The remains of some organisms are only evident as casts or molds. Molds are impressions left by organisms, whereas casts represent molds that have been filled in by mineralization. In particular, sedimentary rock, which is formed by years of sand accumulating in layers on ancient sea floors, is an excellent source of fossil remains of aquatic organisms. For example, recent discoveries of fish casts have clarified some details about flatfish evolution. Flatfish, such as flounders, have eyes on one side of their heads, posing the question: how did such a body plan evolve? In the past several years, many examples of ancient fish with “transitional” eye arrangements have been discovered; specifically, these fish had eyes that were arranged intermediate to those of flounders and typical bony fish.
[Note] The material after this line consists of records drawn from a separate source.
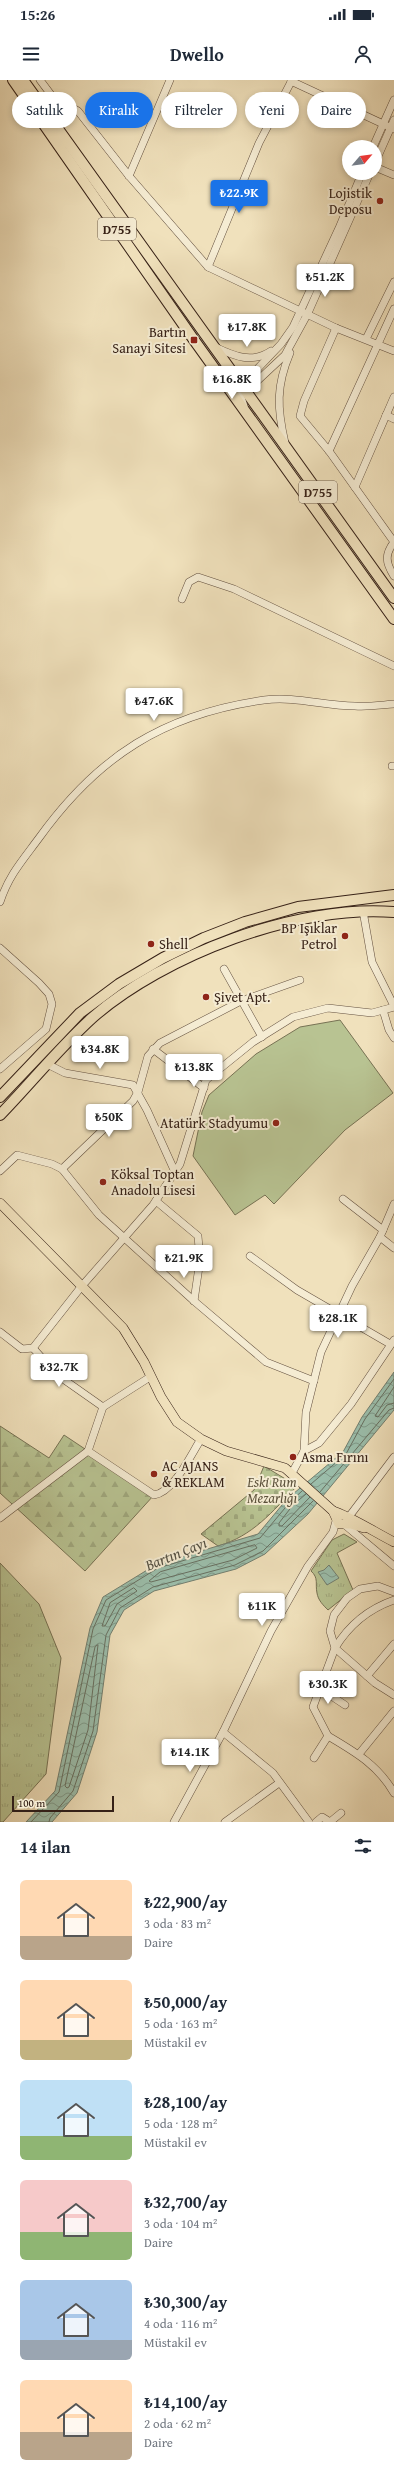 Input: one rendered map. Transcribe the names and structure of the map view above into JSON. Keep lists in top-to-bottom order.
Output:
{
  "streets": {
    "highway": ["D755"]
  },
  "water": ["Bartın Çayı"],
  "parks": ["Eski Rum Mezarlığı"],
  "places": {
    "other": [
      "Lojistik Deposu",
      "BP Işıklar Petrol",
      "Shell",
      "Şivet Apt.",
      "Atatürk Stadyumu",
      "Köksal Toptan Anadolu Lisesi",
      "Asma Fırını",
      "AC AJANS & REKLAM"
    ],
    "transit": ["Bartın Sanayi Sitesi"]
  },
  "scale_bar": "100 m",
  "north": "top right",
  "page": {
    "status": "15:26",
    "header": "Dwello",
    "chip": [
      "Satılık",
      "Kiralık",
      "Filtreler",
      "Yeni",
      "Daire"
    ],
    "price": [
      "₺22.9K",
      "₺51.2K",
      "₺17.8K",
      "₺16.8K",
      "₺47.6K",
      "₺34.8K",
      "₺13.8K",
      "₺50K",
      "₺21.9K",
      "₺28.1K",
      "₺32.7K",
      "₺11K",
      "₺30.3K",
      "₺14.1K"
    ],
    "scale": "100 m",
    "heading": "14 ilan",
    "list": [
      {
        "name": "₺22,900/ay",
        "note": "3 oda · 83 m² · Daire"
      },
      {
        "name": "₺50,000/ay",
        "note": "5 oda · 163 m² · Müstakil ev"
      },
      {
        "name": "₺28,100/ay",
        "note": "5 oda · 128 m² · Müstakil ev"
      },
      {
        "name": "₺32,700/ay",
        "note": "3 oda · 104 m² · Daire"
      },
      {
        "name": "₺30,300/ay",
        "note": "4 oda · 116 m² · Müstakil ev"
      },
      {
        "name": "₺14,100/ay",
        "note": "2 oda · 62 m² · Daire"
      }
    ]
  }
} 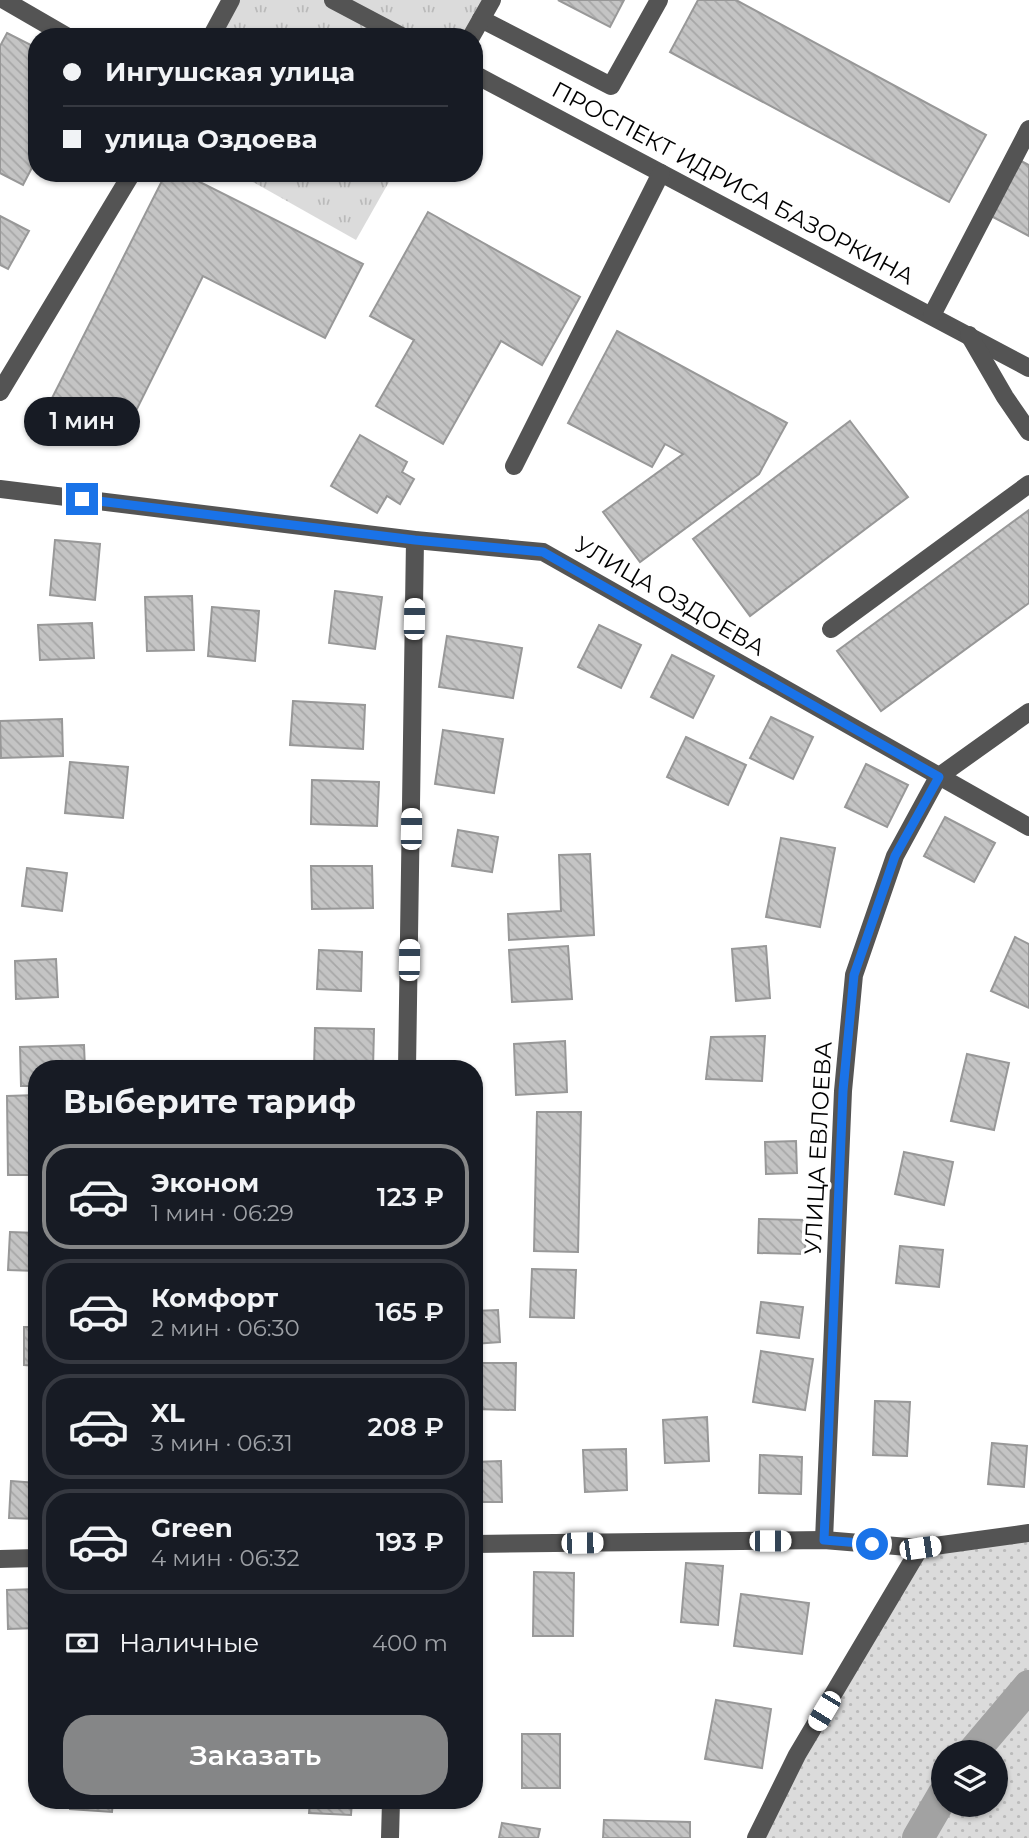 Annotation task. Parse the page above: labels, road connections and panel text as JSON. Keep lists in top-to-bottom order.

Some organisms persist long after death as unaltered remains. Unaltered remains have changed little since they died, and include hard, decay-resistant tissues such as teeth or shells. Soft tissues can also persist for thousands of years if they have been protected from heat or oxygen (both of which cause decay). Unaltered remains are typically found in ice, amber, or tar deposits. In 2012, an international team of scientists discovered two new species of small insects perfectly preserved in amber (fossilized tree resin) from over 100 million years ago. The discovery of these insects, called thrips, is exciting by itself, but the thrips also carried tiny pollen grains on their wings and abdomens. This is the oldest known evidence of pollination, whereby an animal carries a plant’s sperm (as pollen grains) to eggs. This is also the first example of pollination from the era of the dinosaurs.

Trace remains are fossilized evidence of living organisms, but not the actual organisms themselves. Examples of trace remains include footprints preserved in rock, mineralized feces (or coprolites), and the molds of once-inhabited burrows. The recent discovery of reptile footprints, in a location that would have been hundreds of miles from the sea, suggests that reptiles have been able to move into continental interiors for at least 318 million years. This discovery pushed back earlier estimates for the movement of reptiles away from the sea by several million years.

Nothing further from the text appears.